Below are entries; count each line that holds the word "setLineDash" and report the number without any other words.

==*==

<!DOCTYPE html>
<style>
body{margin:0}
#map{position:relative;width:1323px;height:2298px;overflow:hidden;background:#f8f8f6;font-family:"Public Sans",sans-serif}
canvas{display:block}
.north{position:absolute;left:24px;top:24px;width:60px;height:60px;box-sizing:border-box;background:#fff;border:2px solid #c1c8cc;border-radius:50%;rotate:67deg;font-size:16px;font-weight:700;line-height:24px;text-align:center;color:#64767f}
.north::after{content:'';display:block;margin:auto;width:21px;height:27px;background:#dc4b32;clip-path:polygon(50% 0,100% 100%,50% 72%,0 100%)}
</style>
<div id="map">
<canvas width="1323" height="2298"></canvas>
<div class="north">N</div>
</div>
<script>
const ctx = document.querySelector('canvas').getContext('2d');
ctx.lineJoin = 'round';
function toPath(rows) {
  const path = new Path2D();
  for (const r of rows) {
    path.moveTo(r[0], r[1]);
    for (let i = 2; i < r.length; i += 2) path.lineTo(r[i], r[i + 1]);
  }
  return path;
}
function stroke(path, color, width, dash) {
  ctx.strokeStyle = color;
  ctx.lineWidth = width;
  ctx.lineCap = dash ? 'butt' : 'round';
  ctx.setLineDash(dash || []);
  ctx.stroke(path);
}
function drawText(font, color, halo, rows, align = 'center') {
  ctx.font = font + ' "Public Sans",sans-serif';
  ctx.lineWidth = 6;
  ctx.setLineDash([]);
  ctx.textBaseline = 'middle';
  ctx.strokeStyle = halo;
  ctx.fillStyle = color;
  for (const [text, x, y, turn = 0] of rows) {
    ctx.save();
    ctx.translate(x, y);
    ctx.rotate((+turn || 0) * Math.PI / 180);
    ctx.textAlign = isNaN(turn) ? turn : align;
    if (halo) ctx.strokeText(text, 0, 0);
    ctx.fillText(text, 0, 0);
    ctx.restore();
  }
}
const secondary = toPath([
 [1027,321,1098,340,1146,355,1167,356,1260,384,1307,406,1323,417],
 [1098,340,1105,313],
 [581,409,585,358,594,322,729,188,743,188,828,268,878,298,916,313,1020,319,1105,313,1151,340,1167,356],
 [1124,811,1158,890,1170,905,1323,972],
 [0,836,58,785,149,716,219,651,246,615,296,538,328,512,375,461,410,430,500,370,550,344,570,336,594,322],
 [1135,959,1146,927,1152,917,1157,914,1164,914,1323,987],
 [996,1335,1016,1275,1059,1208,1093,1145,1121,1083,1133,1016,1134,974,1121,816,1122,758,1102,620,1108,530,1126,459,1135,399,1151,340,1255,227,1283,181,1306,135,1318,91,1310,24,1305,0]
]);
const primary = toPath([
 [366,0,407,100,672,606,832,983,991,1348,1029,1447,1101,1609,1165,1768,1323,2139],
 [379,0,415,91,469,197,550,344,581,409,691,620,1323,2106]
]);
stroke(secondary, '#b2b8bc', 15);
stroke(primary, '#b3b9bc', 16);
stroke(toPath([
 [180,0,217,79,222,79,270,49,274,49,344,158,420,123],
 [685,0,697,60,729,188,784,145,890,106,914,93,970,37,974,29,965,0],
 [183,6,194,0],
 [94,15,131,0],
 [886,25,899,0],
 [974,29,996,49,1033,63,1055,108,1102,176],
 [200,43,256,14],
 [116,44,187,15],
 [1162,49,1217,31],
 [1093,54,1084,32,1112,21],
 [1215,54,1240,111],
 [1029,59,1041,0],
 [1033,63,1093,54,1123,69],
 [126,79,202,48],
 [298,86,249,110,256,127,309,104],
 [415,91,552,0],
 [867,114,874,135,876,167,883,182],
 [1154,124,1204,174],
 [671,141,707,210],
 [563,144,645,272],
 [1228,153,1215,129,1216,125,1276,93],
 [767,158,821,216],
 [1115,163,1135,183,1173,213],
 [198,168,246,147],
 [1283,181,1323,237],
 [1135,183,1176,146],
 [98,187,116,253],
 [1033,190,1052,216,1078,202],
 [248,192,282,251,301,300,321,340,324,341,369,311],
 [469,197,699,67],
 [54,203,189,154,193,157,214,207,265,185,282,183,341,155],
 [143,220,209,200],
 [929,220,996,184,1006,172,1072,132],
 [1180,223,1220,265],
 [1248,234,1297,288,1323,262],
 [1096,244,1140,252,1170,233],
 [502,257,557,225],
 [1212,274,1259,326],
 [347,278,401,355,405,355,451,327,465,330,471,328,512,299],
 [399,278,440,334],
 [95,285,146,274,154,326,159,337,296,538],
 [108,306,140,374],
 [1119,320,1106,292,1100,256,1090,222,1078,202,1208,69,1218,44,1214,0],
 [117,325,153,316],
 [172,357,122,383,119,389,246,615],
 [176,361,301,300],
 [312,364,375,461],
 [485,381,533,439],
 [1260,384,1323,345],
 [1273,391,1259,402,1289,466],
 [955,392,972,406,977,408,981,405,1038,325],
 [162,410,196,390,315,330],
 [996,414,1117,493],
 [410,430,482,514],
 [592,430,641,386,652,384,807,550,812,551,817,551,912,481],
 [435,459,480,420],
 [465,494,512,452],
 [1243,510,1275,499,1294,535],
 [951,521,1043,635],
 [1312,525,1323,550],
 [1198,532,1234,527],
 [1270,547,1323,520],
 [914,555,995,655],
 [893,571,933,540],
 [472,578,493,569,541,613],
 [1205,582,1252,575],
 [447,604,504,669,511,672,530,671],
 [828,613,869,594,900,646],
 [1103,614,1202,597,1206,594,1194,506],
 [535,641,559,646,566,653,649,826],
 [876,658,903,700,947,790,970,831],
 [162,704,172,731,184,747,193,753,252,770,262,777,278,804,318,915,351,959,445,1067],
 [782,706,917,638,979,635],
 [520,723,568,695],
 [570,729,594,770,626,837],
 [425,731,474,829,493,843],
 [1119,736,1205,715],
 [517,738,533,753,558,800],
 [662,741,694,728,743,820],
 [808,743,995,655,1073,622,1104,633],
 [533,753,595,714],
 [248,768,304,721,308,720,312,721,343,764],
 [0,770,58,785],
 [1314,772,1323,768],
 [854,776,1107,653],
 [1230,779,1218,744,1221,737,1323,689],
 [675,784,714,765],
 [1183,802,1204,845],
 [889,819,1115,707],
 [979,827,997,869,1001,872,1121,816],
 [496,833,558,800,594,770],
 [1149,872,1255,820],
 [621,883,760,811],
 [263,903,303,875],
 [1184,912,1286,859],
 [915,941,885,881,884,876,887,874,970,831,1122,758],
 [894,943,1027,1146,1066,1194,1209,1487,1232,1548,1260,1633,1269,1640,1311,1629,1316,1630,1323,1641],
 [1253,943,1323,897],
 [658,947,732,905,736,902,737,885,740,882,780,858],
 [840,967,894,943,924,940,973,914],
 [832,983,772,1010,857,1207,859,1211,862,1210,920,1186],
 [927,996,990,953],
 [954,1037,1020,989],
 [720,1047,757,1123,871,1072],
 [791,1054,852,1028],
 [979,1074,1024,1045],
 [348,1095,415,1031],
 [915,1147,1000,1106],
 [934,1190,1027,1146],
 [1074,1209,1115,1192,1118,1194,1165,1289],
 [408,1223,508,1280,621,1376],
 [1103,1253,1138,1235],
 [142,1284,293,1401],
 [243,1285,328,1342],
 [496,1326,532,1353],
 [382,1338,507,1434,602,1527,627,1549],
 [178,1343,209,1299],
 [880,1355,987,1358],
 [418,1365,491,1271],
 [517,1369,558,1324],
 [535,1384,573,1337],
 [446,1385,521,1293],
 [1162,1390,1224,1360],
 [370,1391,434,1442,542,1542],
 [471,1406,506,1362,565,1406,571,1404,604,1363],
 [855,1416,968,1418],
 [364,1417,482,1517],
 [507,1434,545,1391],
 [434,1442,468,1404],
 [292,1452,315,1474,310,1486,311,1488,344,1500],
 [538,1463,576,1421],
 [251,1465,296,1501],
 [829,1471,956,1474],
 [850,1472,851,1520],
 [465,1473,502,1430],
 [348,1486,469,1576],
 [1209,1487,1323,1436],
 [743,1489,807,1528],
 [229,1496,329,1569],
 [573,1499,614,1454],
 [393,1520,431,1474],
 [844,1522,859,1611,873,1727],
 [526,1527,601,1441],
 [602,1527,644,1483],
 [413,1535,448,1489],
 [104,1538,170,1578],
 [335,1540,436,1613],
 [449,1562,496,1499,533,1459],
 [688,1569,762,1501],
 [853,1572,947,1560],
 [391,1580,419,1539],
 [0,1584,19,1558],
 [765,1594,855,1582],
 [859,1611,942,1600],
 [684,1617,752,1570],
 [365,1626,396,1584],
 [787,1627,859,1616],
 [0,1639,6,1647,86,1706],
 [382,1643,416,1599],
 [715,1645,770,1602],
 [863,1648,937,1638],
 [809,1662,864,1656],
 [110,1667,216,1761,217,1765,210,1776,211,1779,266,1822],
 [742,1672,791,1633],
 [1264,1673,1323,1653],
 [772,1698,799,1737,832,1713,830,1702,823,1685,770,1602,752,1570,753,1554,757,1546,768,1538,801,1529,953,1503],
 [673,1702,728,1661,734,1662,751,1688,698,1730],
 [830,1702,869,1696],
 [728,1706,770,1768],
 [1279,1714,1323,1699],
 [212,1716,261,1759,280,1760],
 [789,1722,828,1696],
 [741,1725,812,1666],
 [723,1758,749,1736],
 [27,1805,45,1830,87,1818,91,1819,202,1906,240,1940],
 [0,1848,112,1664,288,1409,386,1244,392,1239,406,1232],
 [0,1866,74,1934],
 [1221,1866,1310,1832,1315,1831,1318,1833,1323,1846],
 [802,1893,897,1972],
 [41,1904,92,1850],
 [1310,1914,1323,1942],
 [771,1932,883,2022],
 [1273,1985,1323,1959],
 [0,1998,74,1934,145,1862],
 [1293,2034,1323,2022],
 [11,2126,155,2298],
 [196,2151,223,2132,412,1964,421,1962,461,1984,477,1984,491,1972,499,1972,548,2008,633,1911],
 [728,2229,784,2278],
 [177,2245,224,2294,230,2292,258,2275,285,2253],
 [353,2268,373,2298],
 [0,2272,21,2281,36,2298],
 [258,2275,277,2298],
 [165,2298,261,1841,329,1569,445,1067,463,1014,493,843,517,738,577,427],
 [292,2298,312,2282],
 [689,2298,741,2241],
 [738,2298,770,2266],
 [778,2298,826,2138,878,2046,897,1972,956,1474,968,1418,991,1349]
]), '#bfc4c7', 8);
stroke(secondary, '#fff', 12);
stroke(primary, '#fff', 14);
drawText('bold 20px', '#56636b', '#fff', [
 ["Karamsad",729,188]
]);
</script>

==*==

## TASK SOLUTION:
2